**Requirement:** Under this line are the records; write out word for word the part that begins at the line containing "M 435,283 L 482,292 L 459,389 L 415,379 Z" and ends at the line containing "M 0,698 L 16,701 L 3,802 L 0,801 Z", and no more.

**Provided records:**

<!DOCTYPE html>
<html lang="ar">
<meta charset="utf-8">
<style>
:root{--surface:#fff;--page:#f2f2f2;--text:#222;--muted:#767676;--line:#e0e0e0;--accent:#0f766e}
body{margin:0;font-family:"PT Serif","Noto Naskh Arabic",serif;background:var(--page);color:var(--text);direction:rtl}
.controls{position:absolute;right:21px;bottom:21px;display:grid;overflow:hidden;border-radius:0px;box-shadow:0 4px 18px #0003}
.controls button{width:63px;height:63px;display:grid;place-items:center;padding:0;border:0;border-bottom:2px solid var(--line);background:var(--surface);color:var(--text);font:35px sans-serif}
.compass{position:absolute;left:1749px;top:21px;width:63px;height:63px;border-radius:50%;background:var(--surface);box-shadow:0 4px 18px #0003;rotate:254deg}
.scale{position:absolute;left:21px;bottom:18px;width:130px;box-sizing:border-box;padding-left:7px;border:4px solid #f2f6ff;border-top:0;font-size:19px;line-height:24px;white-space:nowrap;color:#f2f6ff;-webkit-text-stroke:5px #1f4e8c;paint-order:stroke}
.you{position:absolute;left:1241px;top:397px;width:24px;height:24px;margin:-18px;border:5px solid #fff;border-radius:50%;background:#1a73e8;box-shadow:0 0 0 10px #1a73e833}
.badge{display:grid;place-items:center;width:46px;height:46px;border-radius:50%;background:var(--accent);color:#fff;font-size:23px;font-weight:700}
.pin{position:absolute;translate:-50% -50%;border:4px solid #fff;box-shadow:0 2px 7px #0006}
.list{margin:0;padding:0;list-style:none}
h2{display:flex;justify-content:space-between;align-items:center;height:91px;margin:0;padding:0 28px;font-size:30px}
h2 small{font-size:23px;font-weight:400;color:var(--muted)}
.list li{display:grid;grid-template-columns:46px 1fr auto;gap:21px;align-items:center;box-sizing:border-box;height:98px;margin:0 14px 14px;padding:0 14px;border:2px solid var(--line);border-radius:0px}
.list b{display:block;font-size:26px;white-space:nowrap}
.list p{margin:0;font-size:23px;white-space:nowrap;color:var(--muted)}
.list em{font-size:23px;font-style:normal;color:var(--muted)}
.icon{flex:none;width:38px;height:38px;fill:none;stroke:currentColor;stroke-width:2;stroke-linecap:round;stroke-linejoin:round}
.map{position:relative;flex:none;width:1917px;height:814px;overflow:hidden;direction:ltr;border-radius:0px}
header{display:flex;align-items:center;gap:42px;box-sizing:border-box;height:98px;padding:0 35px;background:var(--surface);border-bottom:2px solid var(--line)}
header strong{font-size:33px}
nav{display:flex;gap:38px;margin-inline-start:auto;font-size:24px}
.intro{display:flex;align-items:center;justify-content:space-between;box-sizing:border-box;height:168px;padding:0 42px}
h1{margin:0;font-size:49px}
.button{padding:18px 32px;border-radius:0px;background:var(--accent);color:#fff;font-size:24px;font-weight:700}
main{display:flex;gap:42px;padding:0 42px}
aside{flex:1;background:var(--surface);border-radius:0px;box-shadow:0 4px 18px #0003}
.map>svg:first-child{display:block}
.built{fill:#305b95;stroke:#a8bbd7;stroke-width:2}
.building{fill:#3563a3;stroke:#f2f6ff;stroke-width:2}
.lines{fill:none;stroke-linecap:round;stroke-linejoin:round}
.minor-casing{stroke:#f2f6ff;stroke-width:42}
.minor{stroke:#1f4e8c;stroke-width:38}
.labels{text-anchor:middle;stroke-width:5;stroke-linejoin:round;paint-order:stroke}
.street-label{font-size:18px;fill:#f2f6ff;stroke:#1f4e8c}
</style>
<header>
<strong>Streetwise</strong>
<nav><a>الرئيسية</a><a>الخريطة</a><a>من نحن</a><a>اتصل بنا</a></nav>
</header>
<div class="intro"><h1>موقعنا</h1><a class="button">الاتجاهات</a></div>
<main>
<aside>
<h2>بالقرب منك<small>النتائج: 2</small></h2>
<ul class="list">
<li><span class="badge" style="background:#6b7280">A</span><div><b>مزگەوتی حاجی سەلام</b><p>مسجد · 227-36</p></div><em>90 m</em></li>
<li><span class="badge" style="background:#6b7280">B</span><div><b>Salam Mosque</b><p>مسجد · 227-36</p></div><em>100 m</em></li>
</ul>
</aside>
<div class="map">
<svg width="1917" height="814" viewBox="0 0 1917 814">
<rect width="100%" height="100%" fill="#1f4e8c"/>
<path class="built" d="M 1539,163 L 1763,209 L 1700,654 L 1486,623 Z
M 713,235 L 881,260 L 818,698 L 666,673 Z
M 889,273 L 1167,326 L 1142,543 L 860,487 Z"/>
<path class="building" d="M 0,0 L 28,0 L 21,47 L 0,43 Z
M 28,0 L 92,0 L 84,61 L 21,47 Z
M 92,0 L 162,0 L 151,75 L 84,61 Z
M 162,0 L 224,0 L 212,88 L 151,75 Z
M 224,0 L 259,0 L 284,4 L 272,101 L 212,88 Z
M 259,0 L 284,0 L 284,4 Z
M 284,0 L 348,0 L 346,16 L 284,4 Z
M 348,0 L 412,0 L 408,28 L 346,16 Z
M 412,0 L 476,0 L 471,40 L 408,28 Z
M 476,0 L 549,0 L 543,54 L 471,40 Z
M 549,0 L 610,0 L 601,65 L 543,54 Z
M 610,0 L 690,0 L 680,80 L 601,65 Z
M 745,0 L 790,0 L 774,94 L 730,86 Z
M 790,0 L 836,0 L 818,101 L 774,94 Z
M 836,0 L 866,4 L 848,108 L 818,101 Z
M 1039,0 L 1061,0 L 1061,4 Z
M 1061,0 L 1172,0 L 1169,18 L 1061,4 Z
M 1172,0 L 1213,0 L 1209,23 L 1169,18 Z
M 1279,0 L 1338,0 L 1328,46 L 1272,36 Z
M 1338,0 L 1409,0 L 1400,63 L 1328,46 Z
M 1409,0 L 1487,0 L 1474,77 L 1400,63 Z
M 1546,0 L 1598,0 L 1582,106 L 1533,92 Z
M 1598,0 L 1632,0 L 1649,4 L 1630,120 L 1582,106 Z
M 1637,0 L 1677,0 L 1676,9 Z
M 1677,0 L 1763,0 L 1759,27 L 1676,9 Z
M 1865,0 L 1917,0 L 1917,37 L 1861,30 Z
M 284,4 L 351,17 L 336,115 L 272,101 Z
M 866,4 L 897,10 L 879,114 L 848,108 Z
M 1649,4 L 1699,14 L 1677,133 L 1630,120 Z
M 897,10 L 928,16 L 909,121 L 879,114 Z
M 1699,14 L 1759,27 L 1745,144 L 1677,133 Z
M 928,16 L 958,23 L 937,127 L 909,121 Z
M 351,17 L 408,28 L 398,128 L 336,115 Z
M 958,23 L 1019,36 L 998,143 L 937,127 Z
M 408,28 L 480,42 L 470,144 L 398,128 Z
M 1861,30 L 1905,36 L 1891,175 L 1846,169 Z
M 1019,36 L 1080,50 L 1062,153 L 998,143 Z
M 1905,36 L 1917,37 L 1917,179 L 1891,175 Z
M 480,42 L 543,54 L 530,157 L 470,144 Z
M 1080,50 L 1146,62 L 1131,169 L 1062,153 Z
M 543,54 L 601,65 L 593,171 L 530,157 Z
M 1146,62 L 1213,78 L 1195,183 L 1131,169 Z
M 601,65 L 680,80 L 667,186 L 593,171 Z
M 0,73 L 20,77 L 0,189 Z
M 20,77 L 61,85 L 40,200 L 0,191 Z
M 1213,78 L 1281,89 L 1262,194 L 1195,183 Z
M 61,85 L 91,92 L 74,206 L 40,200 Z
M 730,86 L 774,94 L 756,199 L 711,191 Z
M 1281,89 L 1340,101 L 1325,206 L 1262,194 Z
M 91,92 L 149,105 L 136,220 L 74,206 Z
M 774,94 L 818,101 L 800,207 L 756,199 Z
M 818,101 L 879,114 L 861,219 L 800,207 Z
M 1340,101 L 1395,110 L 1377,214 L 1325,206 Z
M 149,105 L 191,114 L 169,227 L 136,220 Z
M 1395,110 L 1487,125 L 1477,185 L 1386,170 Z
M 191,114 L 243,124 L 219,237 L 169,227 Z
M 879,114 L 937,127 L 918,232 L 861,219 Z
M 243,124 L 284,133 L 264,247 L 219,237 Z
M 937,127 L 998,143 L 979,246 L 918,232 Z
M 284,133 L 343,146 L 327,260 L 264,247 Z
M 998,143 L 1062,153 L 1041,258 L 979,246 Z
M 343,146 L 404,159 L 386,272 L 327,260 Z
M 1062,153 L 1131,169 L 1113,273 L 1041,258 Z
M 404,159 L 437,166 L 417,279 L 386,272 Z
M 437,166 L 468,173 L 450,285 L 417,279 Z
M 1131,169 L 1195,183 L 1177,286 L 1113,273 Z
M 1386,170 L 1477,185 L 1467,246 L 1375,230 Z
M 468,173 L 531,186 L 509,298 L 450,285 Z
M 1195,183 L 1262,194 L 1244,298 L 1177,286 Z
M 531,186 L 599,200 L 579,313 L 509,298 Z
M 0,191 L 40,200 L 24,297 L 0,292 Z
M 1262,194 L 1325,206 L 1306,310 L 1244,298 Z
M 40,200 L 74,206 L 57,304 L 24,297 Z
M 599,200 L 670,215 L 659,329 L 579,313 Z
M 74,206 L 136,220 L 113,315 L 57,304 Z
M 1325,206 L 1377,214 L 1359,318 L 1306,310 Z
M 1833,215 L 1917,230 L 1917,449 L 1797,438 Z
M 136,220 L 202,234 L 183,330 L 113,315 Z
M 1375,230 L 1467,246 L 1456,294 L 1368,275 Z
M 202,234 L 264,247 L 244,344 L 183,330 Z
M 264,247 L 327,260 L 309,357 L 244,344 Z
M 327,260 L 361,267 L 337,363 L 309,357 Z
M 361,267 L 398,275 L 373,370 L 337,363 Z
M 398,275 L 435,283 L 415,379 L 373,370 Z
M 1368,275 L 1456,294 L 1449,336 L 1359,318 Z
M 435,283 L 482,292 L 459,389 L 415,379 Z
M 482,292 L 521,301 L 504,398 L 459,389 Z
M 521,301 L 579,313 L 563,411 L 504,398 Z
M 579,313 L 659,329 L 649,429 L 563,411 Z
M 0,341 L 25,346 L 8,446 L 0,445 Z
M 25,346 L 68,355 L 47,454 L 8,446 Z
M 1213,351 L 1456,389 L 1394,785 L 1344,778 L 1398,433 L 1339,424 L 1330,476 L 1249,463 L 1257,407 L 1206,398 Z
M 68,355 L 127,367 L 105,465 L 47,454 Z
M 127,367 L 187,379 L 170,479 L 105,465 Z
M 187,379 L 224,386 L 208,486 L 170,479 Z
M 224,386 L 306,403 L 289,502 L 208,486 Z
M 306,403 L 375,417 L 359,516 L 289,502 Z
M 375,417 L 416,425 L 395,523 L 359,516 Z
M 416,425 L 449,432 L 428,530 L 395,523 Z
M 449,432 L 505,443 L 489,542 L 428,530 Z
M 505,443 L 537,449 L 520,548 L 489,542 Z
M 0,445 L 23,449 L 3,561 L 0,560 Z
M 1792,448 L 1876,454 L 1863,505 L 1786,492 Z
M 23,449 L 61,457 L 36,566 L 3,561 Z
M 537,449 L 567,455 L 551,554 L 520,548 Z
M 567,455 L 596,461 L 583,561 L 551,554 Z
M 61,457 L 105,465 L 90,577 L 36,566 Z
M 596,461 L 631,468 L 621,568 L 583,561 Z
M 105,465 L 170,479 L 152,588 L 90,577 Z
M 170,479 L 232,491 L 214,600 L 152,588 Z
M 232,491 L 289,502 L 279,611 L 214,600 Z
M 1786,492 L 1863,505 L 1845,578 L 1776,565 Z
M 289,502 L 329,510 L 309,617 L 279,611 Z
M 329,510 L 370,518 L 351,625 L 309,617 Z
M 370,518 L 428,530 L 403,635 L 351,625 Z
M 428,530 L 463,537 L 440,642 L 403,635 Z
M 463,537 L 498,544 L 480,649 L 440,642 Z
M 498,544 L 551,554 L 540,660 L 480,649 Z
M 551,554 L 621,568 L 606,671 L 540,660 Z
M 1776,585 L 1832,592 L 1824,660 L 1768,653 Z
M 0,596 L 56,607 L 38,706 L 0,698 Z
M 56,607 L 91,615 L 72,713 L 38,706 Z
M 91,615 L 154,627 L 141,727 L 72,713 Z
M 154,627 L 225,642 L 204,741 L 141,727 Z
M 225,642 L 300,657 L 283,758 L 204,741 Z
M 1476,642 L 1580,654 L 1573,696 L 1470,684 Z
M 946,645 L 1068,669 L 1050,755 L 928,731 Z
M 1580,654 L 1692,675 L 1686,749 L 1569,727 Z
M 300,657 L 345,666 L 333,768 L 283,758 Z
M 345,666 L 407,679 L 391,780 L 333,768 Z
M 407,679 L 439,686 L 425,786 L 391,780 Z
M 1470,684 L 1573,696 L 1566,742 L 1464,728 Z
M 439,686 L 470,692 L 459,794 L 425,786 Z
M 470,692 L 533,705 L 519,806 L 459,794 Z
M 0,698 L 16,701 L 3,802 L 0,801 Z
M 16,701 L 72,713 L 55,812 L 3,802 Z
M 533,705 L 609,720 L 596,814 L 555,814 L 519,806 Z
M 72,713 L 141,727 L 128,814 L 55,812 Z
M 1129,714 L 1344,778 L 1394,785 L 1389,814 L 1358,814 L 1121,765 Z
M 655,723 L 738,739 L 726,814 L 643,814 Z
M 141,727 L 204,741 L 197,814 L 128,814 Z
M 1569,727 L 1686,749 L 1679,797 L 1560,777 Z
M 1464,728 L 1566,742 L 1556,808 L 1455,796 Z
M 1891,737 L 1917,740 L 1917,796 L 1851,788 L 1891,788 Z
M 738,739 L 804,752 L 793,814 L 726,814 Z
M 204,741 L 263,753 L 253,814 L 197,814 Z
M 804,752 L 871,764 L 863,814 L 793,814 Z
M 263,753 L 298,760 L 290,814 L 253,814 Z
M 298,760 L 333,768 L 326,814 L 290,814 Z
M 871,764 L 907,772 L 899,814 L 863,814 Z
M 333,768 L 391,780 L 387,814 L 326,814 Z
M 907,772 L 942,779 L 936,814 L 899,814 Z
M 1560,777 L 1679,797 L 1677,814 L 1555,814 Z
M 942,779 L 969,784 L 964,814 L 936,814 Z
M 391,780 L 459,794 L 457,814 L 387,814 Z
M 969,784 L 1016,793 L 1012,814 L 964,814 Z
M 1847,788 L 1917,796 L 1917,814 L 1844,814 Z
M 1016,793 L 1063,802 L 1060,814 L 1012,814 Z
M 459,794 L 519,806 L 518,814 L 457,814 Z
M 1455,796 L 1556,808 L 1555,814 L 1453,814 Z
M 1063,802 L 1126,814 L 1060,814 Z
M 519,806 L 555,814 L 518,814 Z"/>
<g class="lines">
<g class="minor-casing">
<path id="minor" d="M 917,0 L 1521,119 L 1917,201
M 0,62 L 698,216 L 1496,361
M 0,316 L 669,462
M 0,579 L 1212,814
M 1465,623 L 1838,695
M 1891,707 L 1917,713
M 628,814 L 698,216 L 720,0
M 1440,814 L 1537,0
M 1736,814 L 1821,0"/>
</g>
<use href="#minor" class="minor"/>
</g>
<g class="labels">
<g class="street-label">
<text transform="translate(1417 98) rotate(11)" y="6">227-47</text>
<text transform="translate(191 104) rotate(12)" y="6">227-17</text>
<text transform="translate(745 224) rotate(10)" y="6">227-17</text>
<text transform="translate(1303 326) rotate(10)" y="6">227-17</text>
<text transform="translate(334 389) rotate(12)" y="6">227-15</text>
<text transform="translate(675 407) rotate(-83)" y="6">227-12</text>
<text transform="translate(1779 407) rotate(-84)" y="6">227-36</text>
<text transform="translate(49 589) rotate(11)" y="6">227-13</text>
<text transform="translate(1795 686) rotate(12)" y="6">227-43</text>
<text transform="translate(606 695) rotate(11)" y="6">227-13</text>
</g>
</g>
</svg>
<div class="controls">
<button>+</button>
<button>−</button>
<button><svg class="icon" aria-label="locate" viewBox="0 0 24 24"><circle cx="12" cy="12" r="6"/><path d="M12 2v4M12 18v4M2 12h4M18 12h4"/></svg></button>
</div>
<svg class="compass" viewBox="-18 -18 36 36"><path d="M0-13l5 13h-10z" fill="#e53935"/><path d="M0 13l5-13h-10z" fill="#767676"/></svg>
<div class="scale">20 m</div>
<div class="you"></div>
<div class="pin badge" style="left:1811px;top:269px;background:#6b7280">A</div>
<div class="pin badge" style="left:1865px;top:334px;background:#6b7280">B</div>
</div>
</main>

**Solved problem:**
M 435,283 L 482,292 L 459,389 L 415,379 Z
M 482,292 L 521,301 L 504,398 L 459,389 Z
M 521,301 L 579,313 L 563,411 L 504,398 Z
M 579,313 L 659,329 L 649,429 L 563,411 Z
M 0,341 L 25,346 L 8,446 L 0,445 Z
M 25,346 L 68,355 L 47,454 L 8,446 Z
M 1213,351 L 1456,389 L 1394,785 L 1344,778 L 1398,433 L 1339,424 L 1330,476 L 1249,463 L 1257,407 L 1206,398 Z
M 68,355 L 127,367 L 105,465 L 47,454 Z
M 127,367 L 187,379 L 170,479 L 105,465 Z
M 187,379 L 224,386 L 208,486 L 170,479 Z
M 224,386 L 306,403 L 289,502 L 208,486 Z
M 306,403 L 375,417 L 359,516 L 289,502 Z
M 375,417 L 416,425 L 395,523 L 359,516 Z
M 416,425 L 449,432 L 428,530 L 395,523 Z
M 449,432 L 505,443 L 489,542 L 428,530 Z
M 505,443 L 537,449 L 520,548 L 489,542 Z
M 0,445 L 23,449 L 3,561 L 0,560 Z
M 1792,448 L 1876,454 L 1863,505 L 1786,492 Z
M 23,449 L 61,457 L 36,566 L 3,561 Z
M 537,449 L 567,455 L 551,554 L 520,548 Z
M 567,455 L 596,461 L 583,561 L 551,554 Z
M 61,457 L 105,465 L 90,577 L 36,566 Z
M 596,461 L 631,468 L 621,568 L 583,561 Z
M 105,465 L 170,479 L 152,588 L 90,577 Z
M 170,479 L 232,491 L 214,600 L 152,588 Z
M 232,491 L 289,502 L 279,611 L 214,600 Z
M 1786,492 L 1863,505 L 1845,578 L 1776,565 Z
M 289,502 L 329,510 L 309,617 L 279,611 Z
M 329,510 L 370,518 L 351,625 L 309,617 Z
M 370,518 L 428,530 L 403,635 L 351,625 Z
M 428,530 L 463,537 L 440,642 L 403,635 Z
M 463,537 L 498,544 L 480,649 L 440,642 Z
M 498,544 L 551,554 L 540,660 L 480,649 Z
M 551,554 L 621,568 L 606,671 L 540,660 Z
M 1776,585 L 1832,592 L 1824,660 L 1768,653 Z
M 0,596 L 56,607 L 38,706 L 0,698 Z
M 56,607 L 91,615 L 72,713 L 38,706 Z
M 91,615 L 154,627 L 141,727 L 72,713 Z
M 154,627 L 225,642 L 204,741 L 141,727 Z
M 225,642 L 300,657 L 283,758 L 204,741 Z
M 1476,642 L 1580,654 L 1573,696 L 1470,684 Z
M 946,645 L 1068,669 L 1050,755 L 928,731 Z
M 1580,654 L 1692,675 L 1686,749 L 1569,727 Z
M 300,657 L 345,666 L 333,768 L 283,758 Z
M 345,666 L 407,679 L 391,780 L 333,768 Z
M 407,679 L 439,686 L 425,786 L 391,780 Z
M 1470,684 L 1573,696 L 1566,742 L 1464,728 Z
M 439,686 L 470,692 L 459,794 L 425,786 Z
M 470,692 L 533,705 L 519,806 L 459,794 Z
M 0,698 L 16,701 L 3,802 L 0,801 Z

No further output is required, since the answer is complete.